%%

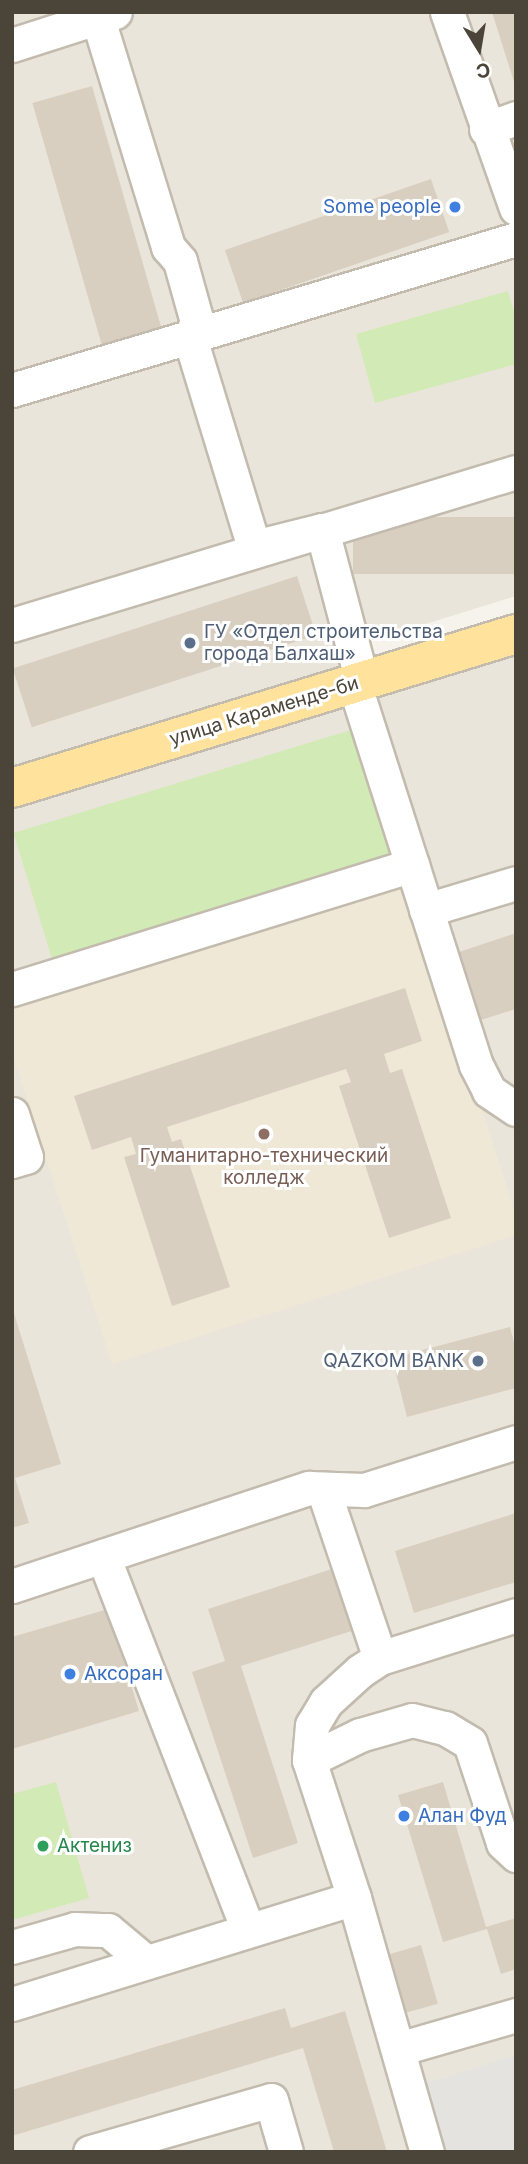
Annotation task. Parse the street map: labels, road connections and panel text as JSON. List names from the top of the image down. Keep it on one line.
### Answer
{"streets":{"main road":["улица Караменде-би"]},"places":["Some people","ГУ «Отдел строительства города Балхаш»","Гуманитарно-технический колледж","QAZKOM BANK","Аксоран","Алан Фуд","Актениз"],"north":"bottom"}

%%

Write out the data exactly, but not its pictures.

Annotation task. Parse the street map: labels, road connections and panel text as JSON. List names from the top of the image down. Keep it on one line.
### Answer
{"streets":{"main road":["улица Караменде-би"]},"places":["Some people","ГУ «Отдел строительства города Балхаш»","Гуманитарно-технический колледж","QAZKOM BANK","Аксоран","Алан Фуд","Актениз"],"north":"bottom"}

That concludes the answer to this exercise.